Marcel Duchamp Explored In Cross Arts Season At Barbican

Marcel Duchamp

This spring the Barbican celebrates Duchamp with a major cross-arts season. The public are invited to explore both his work and that of his precursors, collaborators and the generations of artists he influenced across music, dance, theatre, film and visual art.

For many, Marcel Duchamp was the father of conceptual art. The impact of his work, including his Bicycle Wheel and an autographed urinal entitled Fountain, changed the way we think about creativity and blurred the distinction between life and art, embracing chance procedure, provocation, subversion and humour.

At the heart of the season is an exhibition The Bride and the Bachelors: Duchamp with Cage, Cunningham, Rauschenberg and Johns featuring over 90 artworks, including some of Duchamp’s ‘readymades’ and iconic works by Jasper Johns and Robert Rauschenberg. The gallery will also host live and recorded performances of music by John Cage and dance by Merce Cunningham.

In the theatre, Robert Wilson performs his inspired aural and visual homage to John Cage in Lecture on Nothing. You can also journey into the surreal and absurd with Alfred Jarry’s anarchic fantasy Ubu Roi from Cheek by Jowl, a physically impactful production of Eugène Ionesco’s Rhinoceros, and a virtuosic performance by Barry McGovern in an adaptation of Samuel Beckett’s Watt.

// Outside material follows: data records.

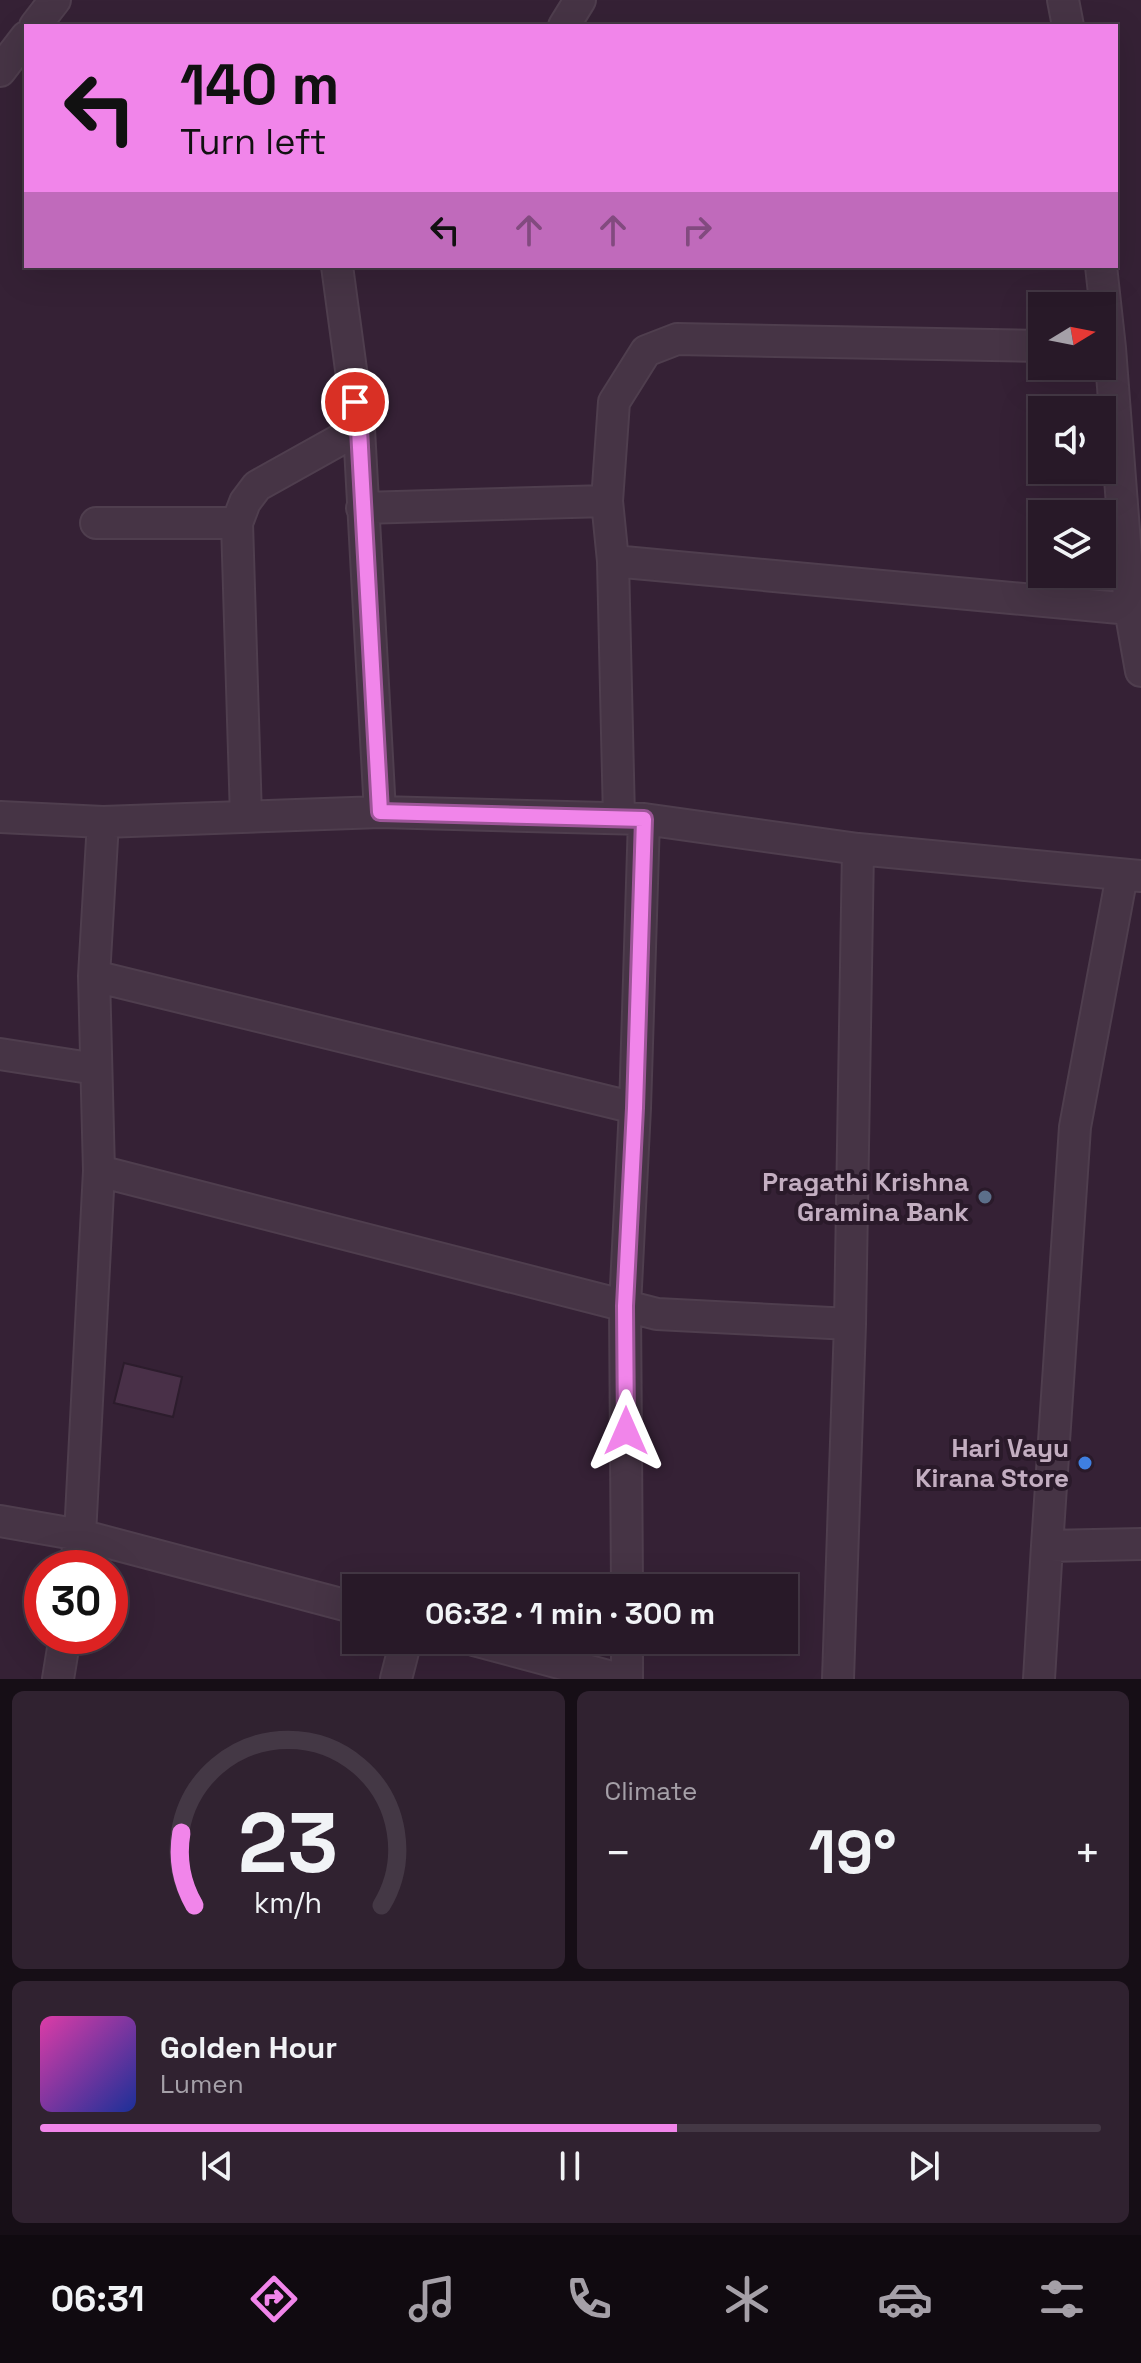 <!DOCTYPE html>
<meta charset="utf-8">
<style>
body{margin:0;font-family:"Space Grotesk",sans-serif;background:#302230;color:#f1f3f6;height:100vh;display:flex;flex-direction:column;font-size:30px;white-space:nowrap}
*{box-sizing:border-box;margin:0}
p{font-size:26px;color:#a5a0a8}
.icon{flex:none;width:44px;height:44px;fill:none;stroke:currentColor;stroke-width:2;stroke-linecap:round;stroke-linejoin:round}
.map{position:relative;height:1679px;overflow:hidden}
.side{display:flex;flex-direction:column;gap:12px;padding:12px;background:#160e16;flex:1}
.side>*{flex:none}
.top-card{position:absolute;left:24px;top:24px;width:1094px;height:244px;border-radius:0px;box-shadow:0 8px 32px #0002,0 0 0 2px #443845;background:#f185ea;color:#111;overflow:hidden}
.needle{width:52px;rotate:80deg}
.controls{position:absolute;left:1028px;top:292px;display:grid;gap:16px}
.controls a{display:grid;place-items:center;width:88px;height:88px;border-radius:0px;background:#281928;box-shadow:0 8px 32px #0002,0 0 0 2px #443845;font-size:40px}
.speed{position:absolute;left:24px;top:1550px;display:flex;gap:16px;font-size:40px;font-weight:700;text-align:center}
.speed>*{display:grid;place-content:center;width:104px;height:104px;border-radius:50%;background:#281928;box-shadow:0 8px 32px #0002,0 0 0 2px #443845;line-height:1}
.speed .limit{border:12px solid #d22;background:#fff;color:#111}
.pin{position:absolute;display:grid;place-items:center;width:68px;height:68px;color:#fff;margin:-34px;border:4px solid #fff;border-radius:50%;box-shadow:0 2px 8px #0007}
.me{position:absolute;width:88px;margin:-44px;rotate:0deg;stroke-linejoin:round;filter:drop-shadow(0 0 6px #0008)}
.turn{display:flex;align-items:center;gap:28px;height:168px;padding:0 24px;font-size:36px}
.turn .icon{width:104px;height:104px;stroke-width:2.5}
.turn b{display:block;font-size:56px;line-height:68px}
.lanes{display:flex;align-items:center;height:76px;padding:0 24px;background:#0003;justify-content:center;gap:40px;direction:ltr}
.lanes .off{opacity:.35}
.big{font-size:60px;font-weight:700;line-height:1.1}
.side .widget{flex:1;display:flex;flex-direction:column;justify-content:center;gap:12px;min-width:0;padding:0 28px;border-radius:12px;background:#302230}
.side .dial{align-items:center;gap:0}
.dial svg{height:208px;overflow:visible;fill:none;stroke:#443845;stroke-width:7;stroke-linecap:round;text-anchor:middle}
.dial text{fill:#f1f3f6;stroke:none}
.song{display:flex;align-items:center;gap:24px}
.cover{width:96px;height:96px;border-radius:12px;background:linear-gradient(135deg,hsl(320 70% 55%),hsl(230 70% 35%))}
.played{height:8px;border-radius:4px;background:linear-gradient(90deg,#f185ea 60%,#443845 60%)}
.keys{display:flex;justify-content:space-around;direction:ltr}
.heat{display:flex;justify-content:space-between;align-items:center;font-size:44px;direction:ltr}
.side .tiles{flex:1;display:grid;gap:12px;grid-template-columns:1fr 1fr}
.widget:last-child{grid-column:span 2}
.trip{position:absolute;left:342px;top:1574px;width:456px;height:80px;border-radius:0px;background:#281928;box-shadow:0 8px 32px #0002,0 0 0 2px #443845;font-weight:700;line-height:80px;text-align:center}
.tab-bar{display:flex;height:128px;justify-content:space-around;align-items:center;background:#100a10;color:#a5a0a8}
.tab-bar .icon{width:56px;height:56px}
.tab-bar .active{color:#f185ea}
.tab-bar b{font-size:36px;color:#f1f3f6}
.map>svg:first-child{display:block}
.building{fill:#493048;stroke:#2c1c2c;stroke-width:2}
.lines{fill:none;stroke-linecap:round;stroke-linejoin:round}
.minor-casing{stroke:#4f3e4e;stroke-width:34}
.minor{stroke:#463445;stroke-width:30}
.route-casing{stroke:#9d5698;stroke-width:20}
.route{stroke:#f185ea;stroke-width:14}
.service-dot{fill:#5c6f8a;stroke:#2a1a2a;stroke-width:3}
.shop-dot{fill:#3f7fe0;stroke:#2a1a2a;stroke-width:3}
.labels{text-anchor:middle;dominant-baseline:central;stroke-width:8;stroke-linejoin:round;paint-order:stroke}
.poi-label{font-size:26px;font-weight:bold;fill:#c3aec1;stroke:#2a1a2a;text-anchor:end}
</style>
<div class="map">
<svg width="1141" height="1679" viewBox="0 0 1141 1679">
<rect width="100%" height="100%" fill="#352135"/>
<path class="building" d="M124,1363l58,14 -9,40 -59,-14z"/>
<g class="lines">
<defs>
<path id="minor" d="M1063,0l5,26
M35,26l20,-26
M564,26l16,-26
M0,71l26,-34
M337,266l22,163 21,383
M1101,266l9,82 20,261 11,62
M362,508l245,-7
M96,523h141
M613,561l517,48
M0,817l103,5 277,-10 264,7 214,30 283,27
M246,817l-9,-294 8,-21 12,-16 102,-57
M619,818l-6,-257 -6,-60 7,-99 32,-51 31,-12 365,7
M103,822l-9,154 5,195 558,143 193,10
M1122,875l-47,252 -28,419 94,-2
M94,976l541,132
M0,1054l96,15
M0,1521l80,14 276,73
M75,1568l5,-33 19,-364
M627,1588l-2,-282 10,-198 9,-289
M474,1640l145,39
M627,1640v39
M58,1679l7,-43
M396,1679l10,-39
M838,1679l12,-355 8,-475
M1039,1679l8,-133"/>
</defs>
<use href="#minor" class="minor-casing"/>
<use href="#minor" class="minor"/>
</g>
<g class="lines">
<defs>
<path id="route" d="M355,402l4,27 21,383 264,7 -9,289 -10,198 1,125"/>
</defs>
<use href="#route" class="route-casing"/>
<use href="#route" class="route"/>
</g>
<circle class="service-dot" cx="985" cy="1197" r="8"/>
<circle class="shop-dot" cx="1085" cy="1463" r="8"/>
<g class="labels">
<g class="poi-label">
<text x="969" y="1182">Pragathi Krishna<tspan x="969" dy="30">Gramina Bank</tspan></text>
<text x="1069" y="1448">Hari Vayu<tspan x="1069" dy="30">Kirana Store</tspan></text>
</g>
</g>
</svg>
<div class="controls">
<a><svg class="needle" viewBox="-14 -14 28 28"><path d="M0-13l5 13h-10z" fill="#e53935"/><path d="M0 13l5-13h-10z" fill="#a5a0a8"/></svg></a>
<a><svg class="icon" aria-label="sound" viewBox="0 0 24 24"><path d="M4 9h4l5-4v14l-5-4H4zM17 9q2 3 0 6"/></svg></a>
<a><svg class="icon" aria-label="layers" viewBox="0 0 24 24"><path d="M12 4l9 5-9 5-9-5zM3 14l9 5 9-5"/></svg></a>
</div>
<div class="speed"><div class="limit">30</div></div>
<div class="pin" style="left:355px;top:402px;background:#d93025"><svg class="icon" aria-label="arrive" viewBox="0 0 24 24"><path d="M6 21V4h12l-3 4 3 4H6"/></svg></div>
<svg class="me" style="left:626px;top:1431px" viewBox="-20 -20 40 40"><path d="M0-17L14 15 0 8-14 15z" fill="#f185ea" stroke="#fff" stroke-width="4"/></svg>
<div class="trip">06:32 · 1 min · 300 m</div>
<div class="top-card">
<div class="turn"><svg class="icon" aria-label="left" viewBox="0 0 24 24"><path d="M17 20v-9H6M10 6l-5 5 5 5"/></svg><div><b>140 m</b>Turn left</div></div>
<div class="lanes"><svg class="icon" aria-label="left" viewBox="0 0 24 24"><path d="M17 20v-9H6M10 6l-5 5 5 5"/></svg><svg class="icon off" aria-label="ahead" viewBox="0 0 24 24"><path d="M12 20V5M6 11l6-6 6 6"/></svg><svg class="icon off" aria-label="ahead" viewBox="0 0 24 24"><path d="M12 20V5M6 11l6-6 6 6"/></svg><svg class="icon off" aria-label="right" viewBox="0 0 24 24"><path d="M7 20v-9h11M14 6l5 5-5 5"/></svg></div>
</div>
</div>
<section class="side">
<div class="tiles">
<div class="widget dial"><svg viewBox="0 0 100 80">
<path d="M14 69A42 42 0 1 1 86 69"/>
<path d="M14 69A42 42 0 0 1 9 41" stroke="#f185ea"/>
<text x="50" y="56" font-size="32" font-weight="700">23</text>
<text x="50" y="72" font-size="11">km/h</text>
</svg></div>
<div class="widget"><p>Climate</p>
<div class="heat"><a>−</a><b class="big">19°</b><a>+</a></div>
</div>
<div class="widget">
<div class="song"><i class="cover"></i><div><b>Golden Hour</b><p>Lumen</p></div></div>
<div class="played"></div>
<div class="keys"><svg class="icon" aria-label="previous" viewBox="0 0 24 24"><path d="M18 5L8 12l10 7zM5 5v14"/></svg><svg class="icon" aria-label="pause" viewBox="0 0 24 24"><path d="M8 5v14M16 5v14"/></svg><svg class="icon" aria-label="next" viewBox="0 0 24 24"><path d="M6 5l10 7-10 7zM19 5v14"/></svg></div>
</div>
</div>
</section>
<nav class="tab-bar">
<b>06:31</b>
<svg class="icon active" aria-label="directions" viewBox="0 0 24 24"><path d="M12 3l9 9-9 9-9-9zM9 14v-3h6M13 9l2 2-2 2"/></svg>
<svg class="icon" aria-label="music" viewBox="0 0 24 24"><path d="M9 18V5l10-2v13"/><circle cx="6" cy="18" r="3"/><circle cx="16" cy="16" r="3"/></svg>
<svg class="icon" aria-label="phone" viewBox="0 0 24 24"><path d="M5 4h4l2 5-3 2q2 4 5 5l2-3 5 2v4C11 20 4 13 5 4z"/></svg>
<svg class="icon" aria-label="climate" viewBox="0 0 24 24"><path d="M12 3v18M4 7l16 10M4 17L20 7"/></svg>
<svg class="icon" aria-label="car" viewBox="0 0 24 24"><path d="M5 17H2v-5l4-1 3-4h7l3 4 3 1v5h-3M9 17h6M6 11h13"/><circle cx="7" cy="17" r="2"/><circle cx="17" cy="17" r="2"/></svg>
<svg class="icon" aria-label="filters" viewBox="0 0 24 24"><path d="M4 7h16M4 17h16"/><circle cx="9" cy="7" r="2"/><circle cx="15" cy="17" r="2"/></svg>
</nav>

Born in Normandy, Marcel Duchamp was the son of a notary and the younger brother of the painter Jacques Villon and the Cubist sculptor Raymond Duchamp-Villon. He studied at the Académie Julian in 1904-5. His early figure paintings were influenced by Matisse and Fauvism, but in 1911 he created an individual brand of Cubism combining earthy colours, mechanical and visceral forms, and a depiction of movement which owes as much to Futurism as to Cubism. His Nude Descending a Staircase, No.2, 1912 (Philadelphia Museum of Art), created a sensation at the 1913 New York Armory Show. Duchamp did very little painting after 1912, creating the first of his ‘readymades’ in 1913. These were ordinary objects of everyday use, sometimes slightly altered, and designated works of art by the artist. His earliest readymades included Bicycle Wheel (1913), a wheel mounted on a wooden stool, and a snow shovel entitled In Advance of the Broken Arm (1915). One of his best-known pieces is a urinal, titled Fountain and signed ‘R. Mutt’, which he submitted to an exhibition of the Society of Independent Artists in New York in 1917. In the ensuing controversy, the concept of the readymade became associated with an assault on the conventional understanding of the nature and status of art. Duchamp also used readymades as parts of a private symbolic language. He spoke of how using prefabricated objects freed him from the ‘trap’ of developing a particular style or taste.

Duchamp lived mainly in New York from 1915 to 1923, in Paris from 1923 to 1942, and returned to New York in 1942. His friendship with Man Ray led to their publication of New York Dada in 1921. From 1915 to 1923 he worked on The Bride Stripped Bare by her Bachelors, Even (The Large Glass) , which he considered his most important single work. It was shown at the International Exhibition of Modern Art at the Brooklyn Museum in 1927, but was badly damaged on its return journey. Duchamp repaired and partially remade it in 1936, and the piece is now in the collection of the Philadelphia Museum of Art.

In 1965-6, Duchamp and Richard Hamilton made a replica of the work (Tate Gallery T02011). Duchamp continued to be a figure of huge importance in the art world. He kept up an interest in experimental film and continued to organise exhibitions, notably the Exposition Internationale du Surréalisme in Paris in 1938. He also devoted much time to playing tournament chess. In the last twenty years of his life, he worked in secret on a three-dimensional realisation of The Bride Stripped Bare by her Bachelors, Even, entitled Etant donnés (Philadelphia Museum of Art).

His first one-man exhibition was held at the Arts Club of Chicago in 1937. He spent many years concentrating his energies into playing chess and died in Paris in 1968.